UF students attend conference to explore future of nuclear power
GAINESVILLE, Fla. — As nuclear power returns to the national energy agenda, the need for engineers and scientists in all sectors of the field becomes more pressing.
Eight undergraduate and five graduate University of Florida students will attend this year’s American Nuclear Society (ANS) national student conference, to be held March 30-April 1 at Rensselaer Polytechnic Institute in Troy, N.Y. The conference will offer a glimpse at the future leaders in academia, government and industry, while featuring presentations from experts currently working in these arenas.
“This is an annual student conference that is held at different schools following a selection process,” said Alireza Haghighat, UF nuclear engineering department chair. “Our students will participate; they will present five papers and two posters on different aspects of nuclear power.”
UF is sending a record number of participants compared to previous years.

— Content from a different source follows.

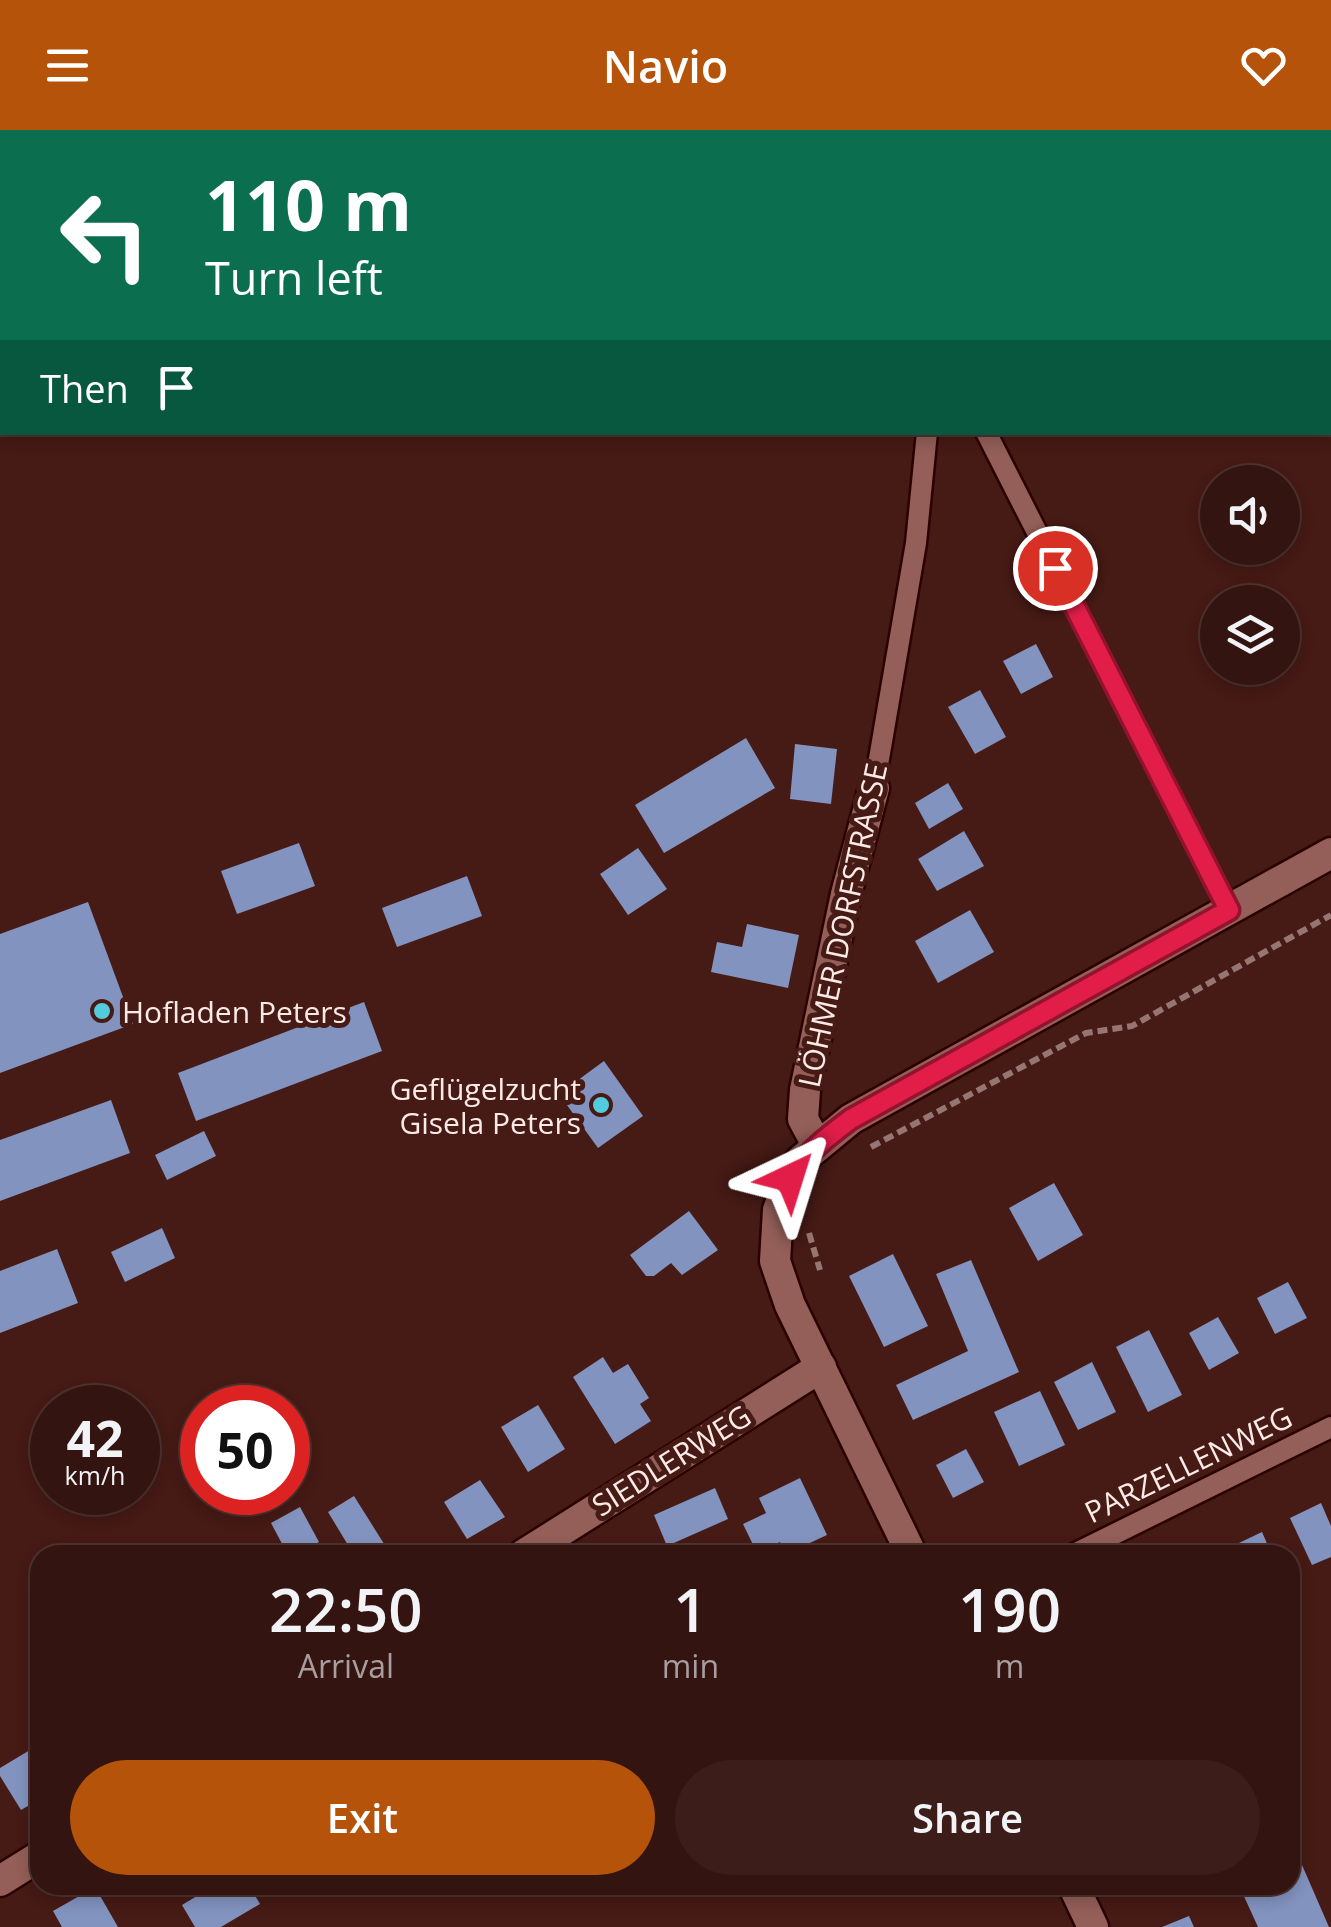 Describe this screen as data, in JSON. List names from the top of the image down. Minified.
{"streets":{"main road":["LÖHMER DORFSTRASSE","SIEDLERWEG"],"lane":["PARZELLENWEG"]},"places":["Hofladen Peters","Geflügelzucht Gisela Peters"],"page":{"header":"Navio","turn":["110 m","Turn left"],"then":"Then","speed":"42 km/h","limit":"50","eta":["22:50","Arrival","1","min","190","m"],"buttons":["Exit","Share"]}}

The theme of the conference is “Nuclear Power: A Look at the Future.” More than 300 of the top nuclear engineering students from across the country will present their research and participate in panels about nuclear energy, nonproliferation and international safeguards.
“These are some of the students who will emerge as the next generation of leaders in the field,” says Don Steiner, director of Rensselaer’s nuclear engineering program. “The Department of Energy has been encouraging utilities to seriously consider new nuclear power plants, and there are going to be large numbers of retiring nuclear engineers in the coming years. The students are plugged into these issues, and that makes them very excited about the future of nuclear engineering.”

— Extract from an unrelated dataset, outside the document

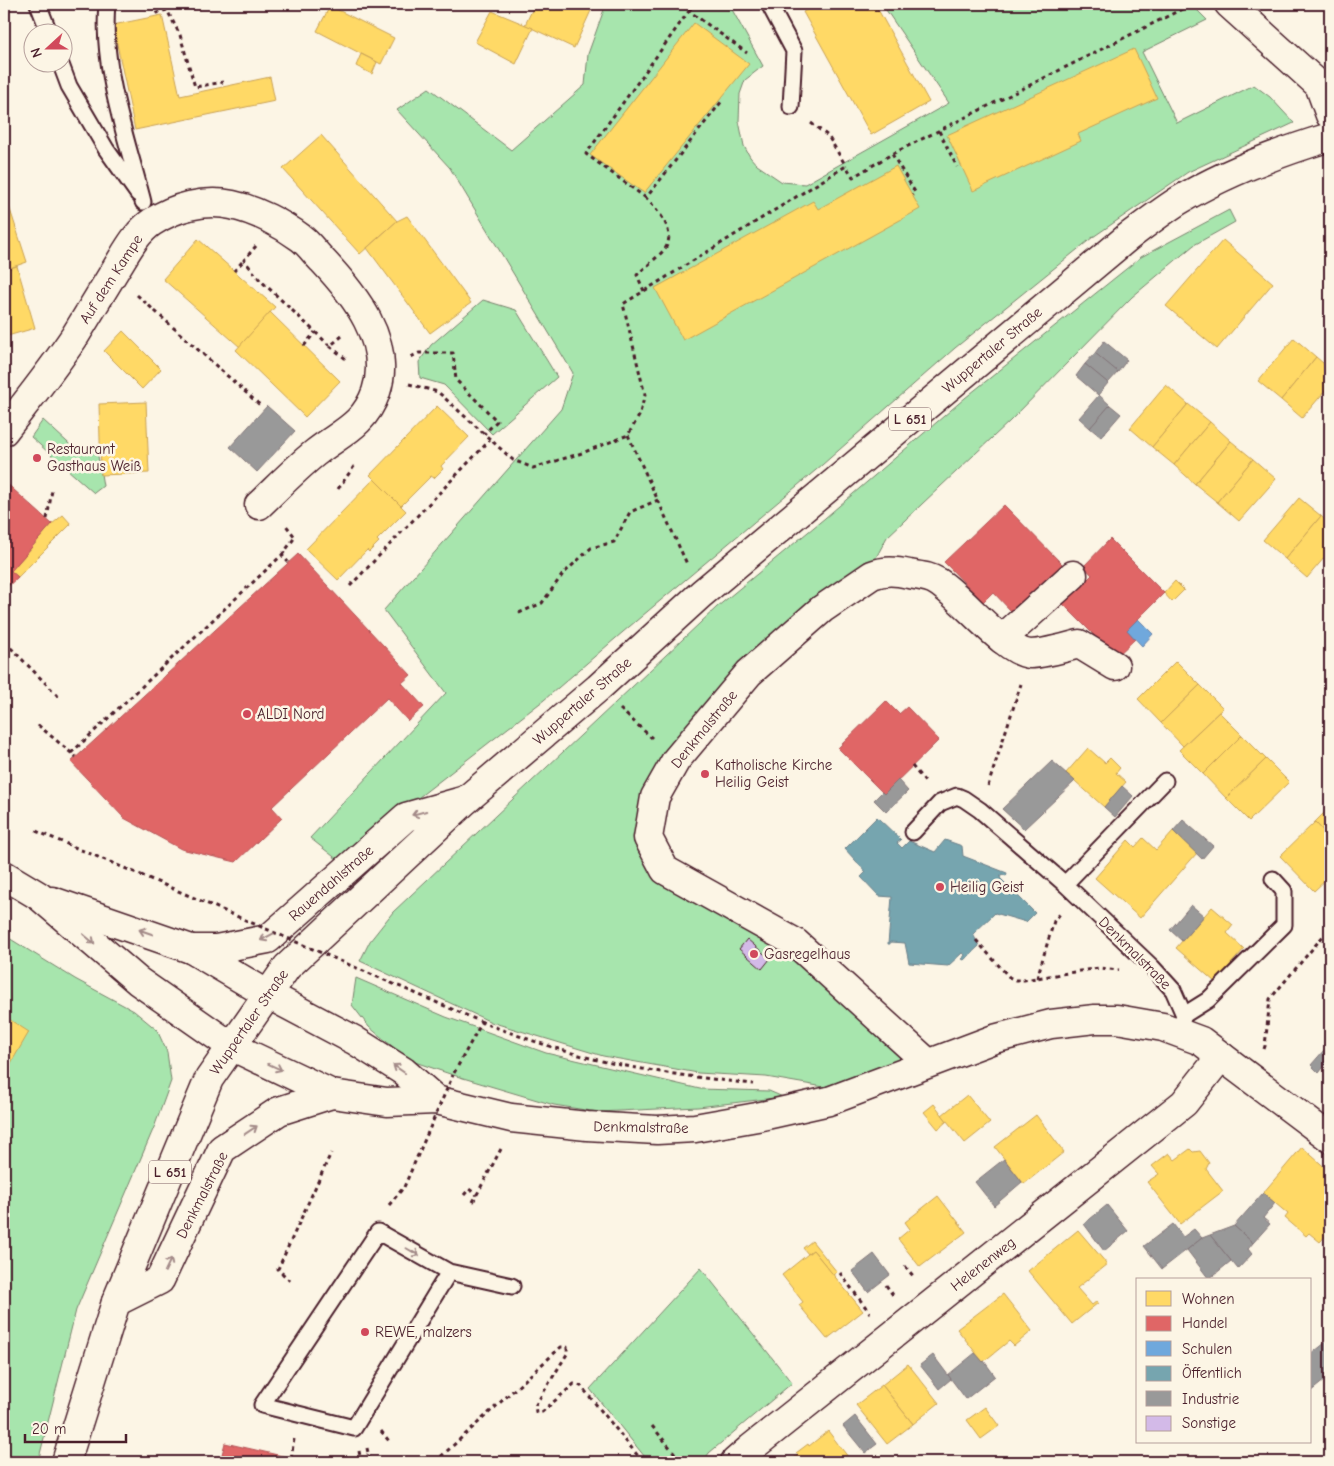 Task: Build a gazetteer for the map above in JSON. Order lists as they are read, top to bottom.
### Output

Students from some of the top engineering programs in the country will present their research in a variety of areas, from reactor safety to waste management to nuclear applications in biology and medicine. To attend, students must be active in the ANS or choose to present their research at the conference.
The event, which is organized by Rensselaer engineering students, also features talks from a number of prominent professionals in these fields.
The conference also will feature several panels and workshops led by international experts, including a panel on the future of the nuclear power industry, and a workshop geared toward helping burgeoning nuclear scientists and engineers use their technical expertise to develop strategies for preventing the spread of weapons of mass destruction.